A startling jolt followed by a powerful rushing sensation that left my stomach somewhere in the heights of my ribcage. It was as though the casket I was trapped in had been blasted from a cannon.
Whoosh!
I felt g-force pull at my face as I hurtled feet-first into oblivion, screaming the whole way there. Only when the last of the cry had escaped my lips did I realise that the ride had come to an end.

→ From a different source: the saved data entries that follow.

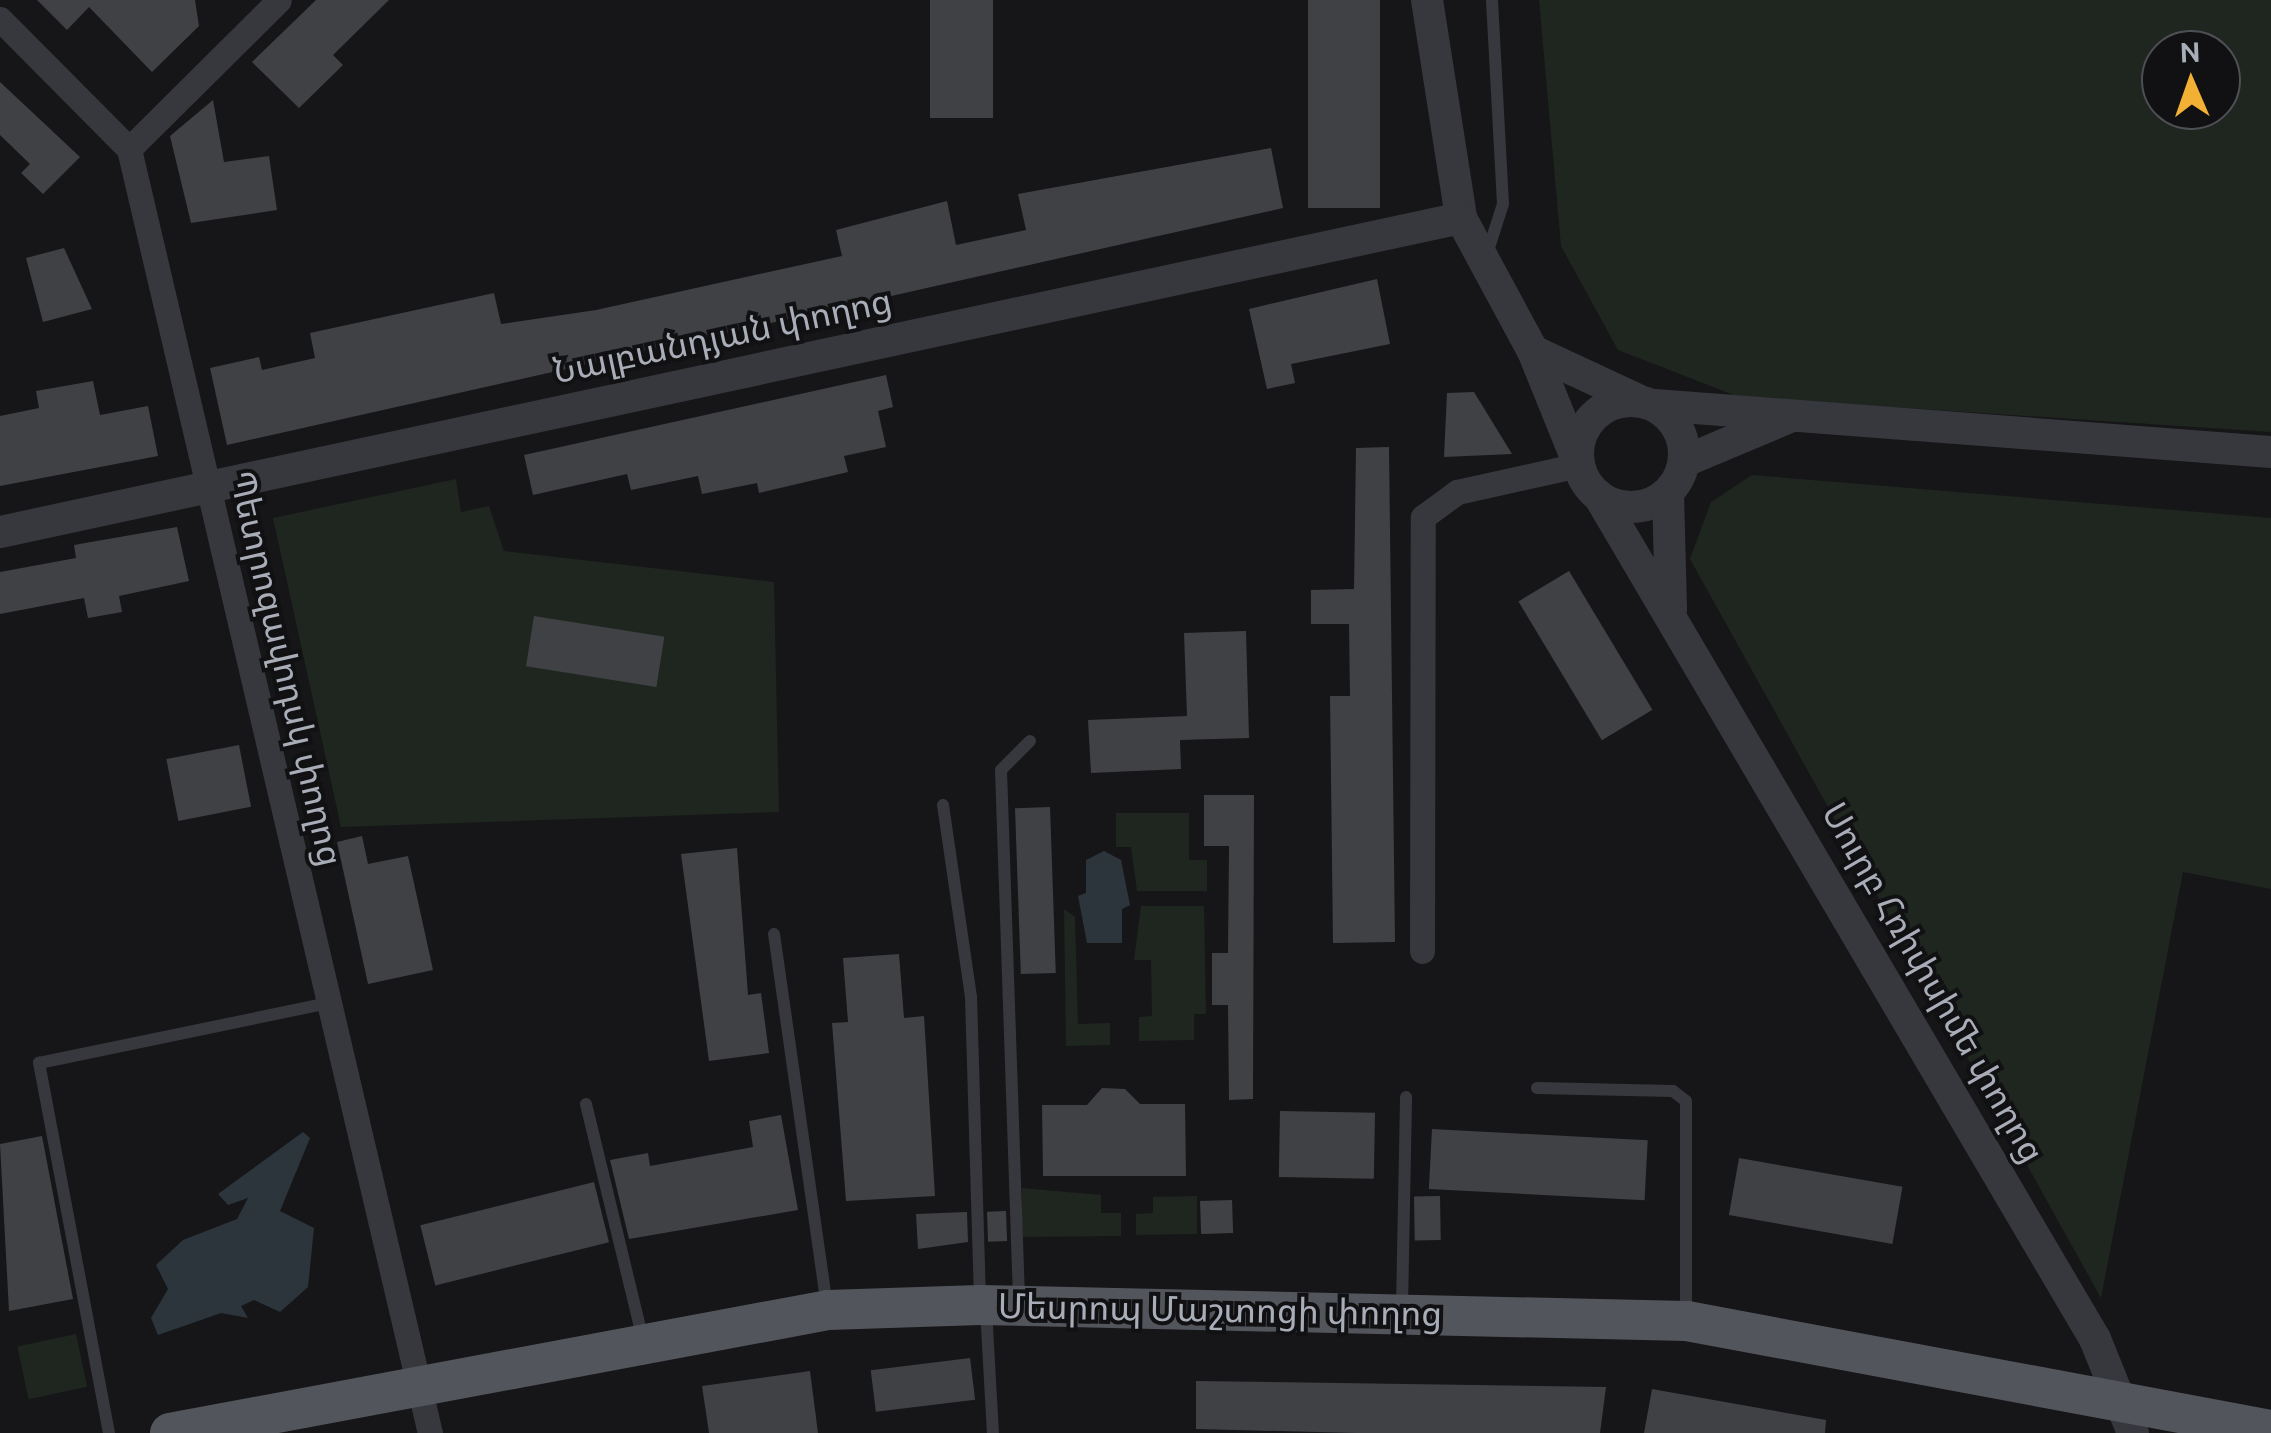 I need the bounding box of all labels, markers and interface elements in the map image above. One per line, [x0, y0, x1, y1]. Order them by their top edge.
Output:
north arrow [2141, 30, 2241, 130]
text: N [2179, 36, 2201, 67]
street label: Նալբանդյան փողոց [549, 279, 895, 391]
street label: Պետրոզավոդսկ փողոց [221, 466, 353, 870]
street label: Սուրբ Հռիփսիմե փողոց [1814, 795, 2054, 1169]
street label: Մեսրոպ Մաշտոցի փողոց [997, 1284, 1443, 1334] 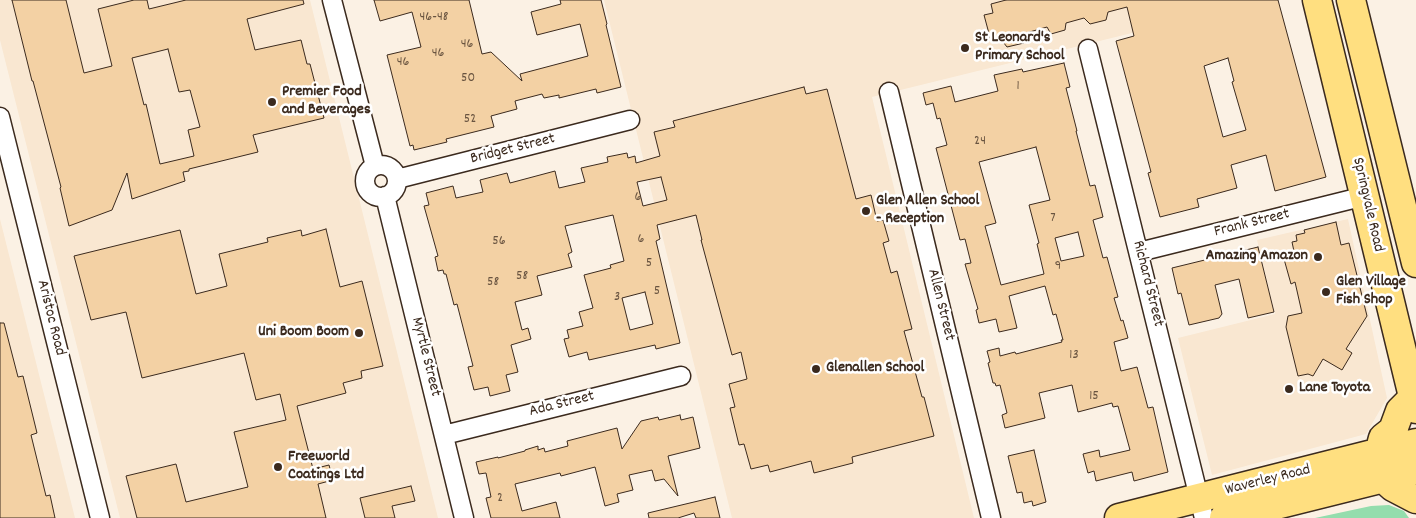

The casket drifted gently now, floating along like a log flume returning to the station to pick up a fresh batch of riders. I lay there, mind fried, shaking like a shitting dog. Only once the horror of being shot blindly into the unknown had subsided, was there room for a new, even more frightening thought.
Where was I?
A sudden panic overtook me and I found myself clawing at the lid of the coffin and screaming again.
My screams made no sound.
I tried to illuminate my surroundings by summoning a magical flame in my palm, but when I spoke the words of the evocation, none came. My lips flapped soundlessly in the vacuum. It was as though some prankster god had pointed his remote at me and hit Mute.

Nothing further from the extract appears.